I sat looking up into the waiting area, which was great for people watching. It was set up like a living room with a sofa, a coffee table and built-in bookshelves. There was a second larger dining room on the other side of the host stand and at first I was disappointed I was not seated in there, but that feeling quickly subsided when the host returned with menus and organic prosecco and treated everyone like they were guests in his home. Whether seated right away or made to wait, everyone was poured a glass of prosecco to start.
I learned that Flavio was much more than a host, he was the owner with his partner, Chef Tommaso. And here’s the crazy part: Flavio told me that they had opened their restaurant the day before I arrived! Tommaso and Flavio had owned a restaurant in Zocca, a mountain town in the Province of Modena, but had closed it to open this one in Bologna.
And then the chef’s antipasto plate arrived.
This was a delightful little plate with a slow roasted tomato, some fresh cow’s milk cheese topped with a crispy prosciutto chip, chopped pistachios and the whole thing was drizzled with extra virgin olive oil. The creamy butteriness of the cheese was perfectly in balance with the sweet tomato and salty prosciutto. I loved the surprise addition of the pistachios. It took all of my will power to not lick the plate.
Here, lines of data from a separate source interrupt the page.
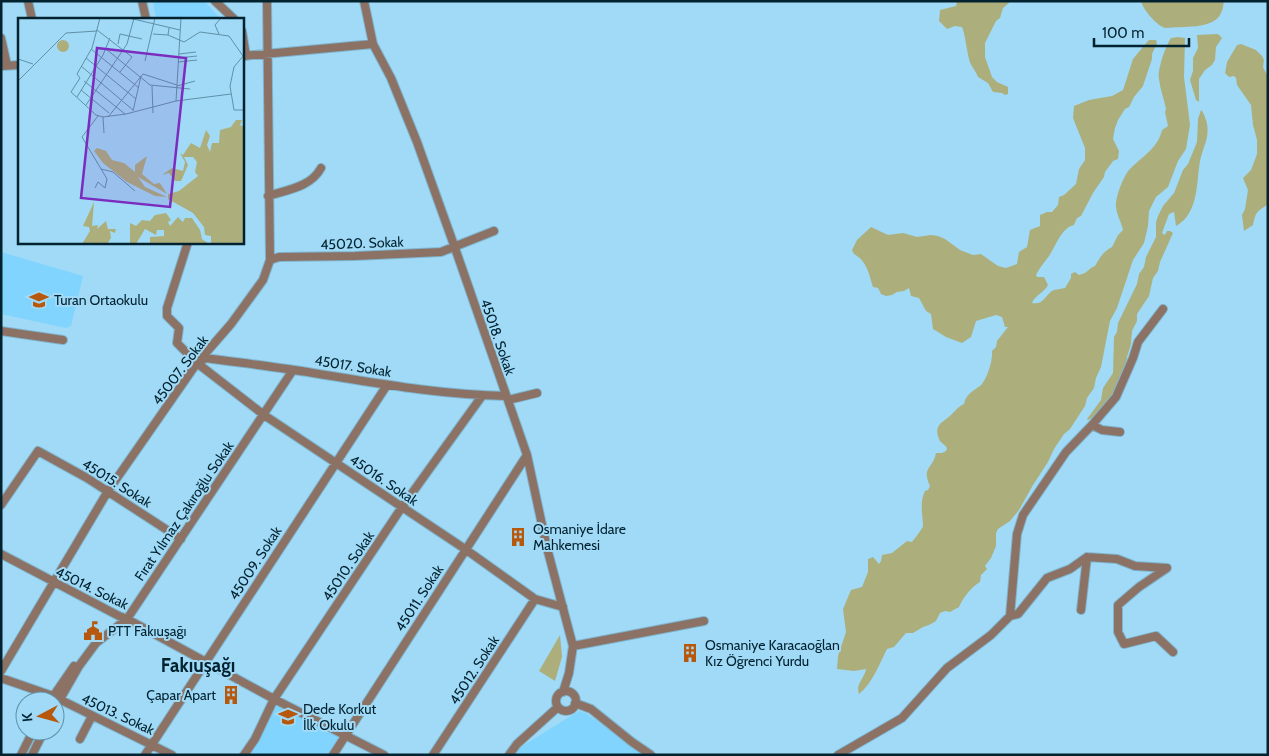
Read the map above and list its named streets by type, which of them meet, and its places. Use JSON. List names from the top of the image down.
{
  "streets": {
    "street": [
      "45020. Sokak",
      "45018. Sokak",
      "45017. Sokak",
      "45007. Sokak",
      "45016. Sokak",
      "45015. Sokak",
      "Fırat Yılmaz Çakıroğlu Sokak",
      "45009. Sokak",
      "45010. Sokak",
      "45014. Sokak",
      "45011. Sokak",
      "45012. Sokak",
      "45013. Sokak"
    ]
  },
  "crossings": [
    ["45020. Sokak", "45018. Sokak"],
    ["45020. Sokak", "45007. Sokak"],
    ["45018. Sokak", "45017. Sokak"],
    ["45018. Sokak", "45016. Sokak"],
    ["45018. Sokak", "45011. Sokak"],
    ["45017. Sokak", "45007. Sokak"],
    ["45017. Sokak", "45016. Sokak"],
    ["45017. Sokak", "Fırat Yılmaz Çakıroğlu Sokak"],
    ["45017. Sokak", "45009. Sokak"],
    ["45017. Sokak", "45010. Sokak"],
    ["45007. Sokak", "45016. Sokak"],
    ["45007. Sokak", "45015. Sokak"],
    ["45007. Sokak", "45014. Sokak"],
    ["45016. Sokak", "Fırat Yılmaz Çakıroğlu Sokak"],
    ["45016. Sokak", "45009. Sokak"],
    ["45016. Sokak", "45010. Sokak"],
    ["45016. Sokak", "45011. Sokak"],
    ["45016. Sokak", "45012. Sokak"],
    ["45015. Sokak", "Fırat Yılmaz Çakıroğlu Sokak"],
    ["Fırat Yılmaz Çakıroğlu Sokak", "45014. Sokak"],
    ["45009. Sokak", "45014. Sokak"],
    ["45009. Sokak", "45013. Sokak"],
    ["45010. Sokak", "45014. Sokak"],
    ["45014. Sokak", "45011. Sokak"]
  ],
  "districts": ["Fakıuşağı"],
  "places": {
    "school or university": ["Turan Ortaokulu", "Dede Korkut İlk Okulu"],
    "building": ["Osmaniye İdare Mahkemesi", "Osmaniye Karacaoğlan Kız Öğrenci Yurdu", "Çapar Apart"],
    "public building": ["PTT Fakıuşağı"]
  },
  "scale_bar": "100 m",
  "north": "left"
}
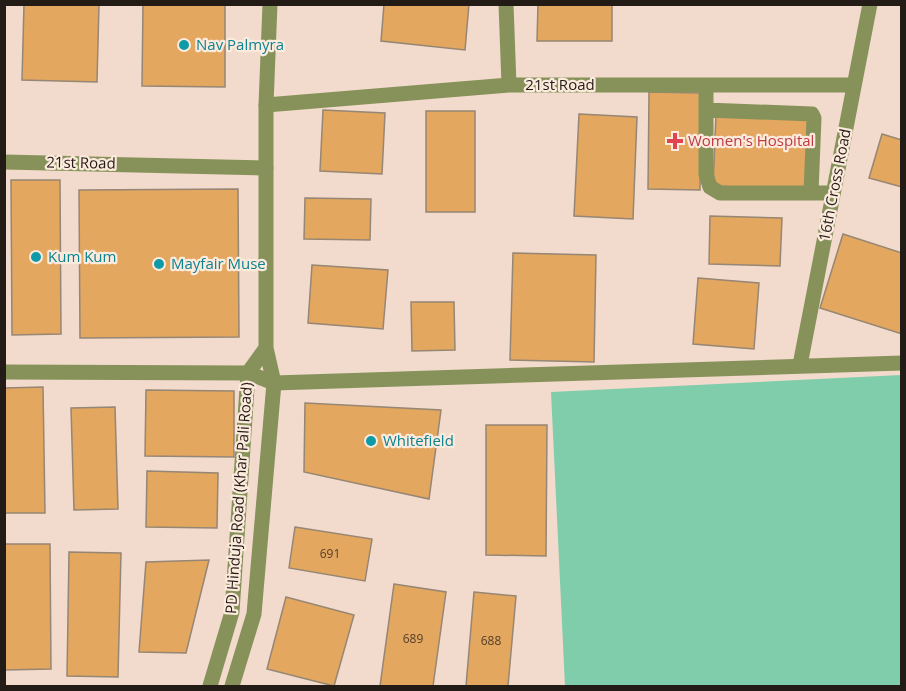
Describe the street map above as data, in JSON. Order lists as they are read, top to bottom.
{
  "streets": {
    "street": ["21st Road", "16th Cross Road", "PD Hinduja Road (Khar Pali Road)"]
  },
  "crossings": [
    ["21st Road", "16th Cross Road"],
    ["21st Road", "PD Hinduja Road (Khar Pali Road)"]
  ],
  "places": {
    "other": [
      "Nav Palmyra",
      "Kum Kum",
      "Mayfair Muse",
      "Whitefield"
    ],
    "health": ["Women's Hospital"]
  },
  "house_numbers": ["691", "689", "688"]
}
After talking with Flavio, I opted for the more regional dishes. I wanted to taste new and authentic dishes I never before had the opportunity to try. When my first course came out, I was immediately hit with the aroma of rosemary. This dish was so beautiful and I just sat there for a minute to inhale the rosemary and appreciate the beauty of what was in front of me. The dish was called Calzagatti al forno con gola stagionata di Grigio del Casentino. Calzagatti is a regional cake-like patty that is made with polenta, beans and pancetta. Tommaso topped these bean and polenta cakes with a regional cured pork, shaved paper-thin, that literally melted on my tongue. I have since found a couple of recipes on the web and am determined to recreate this dish.
When Flavio described the next dish to me, gnocchi di patate e rapa rossa su vellutata di zucca e scaglie di Parmigiano, he did not know the English translation for rapa rossa – beets! I had never had beet gnocchi before, and they were quite lovely. Surprisingly light and not as sweet as you would think. The bite of the shaved Parmigiano was in perfect balance with the sweetness of the butternut squash puree.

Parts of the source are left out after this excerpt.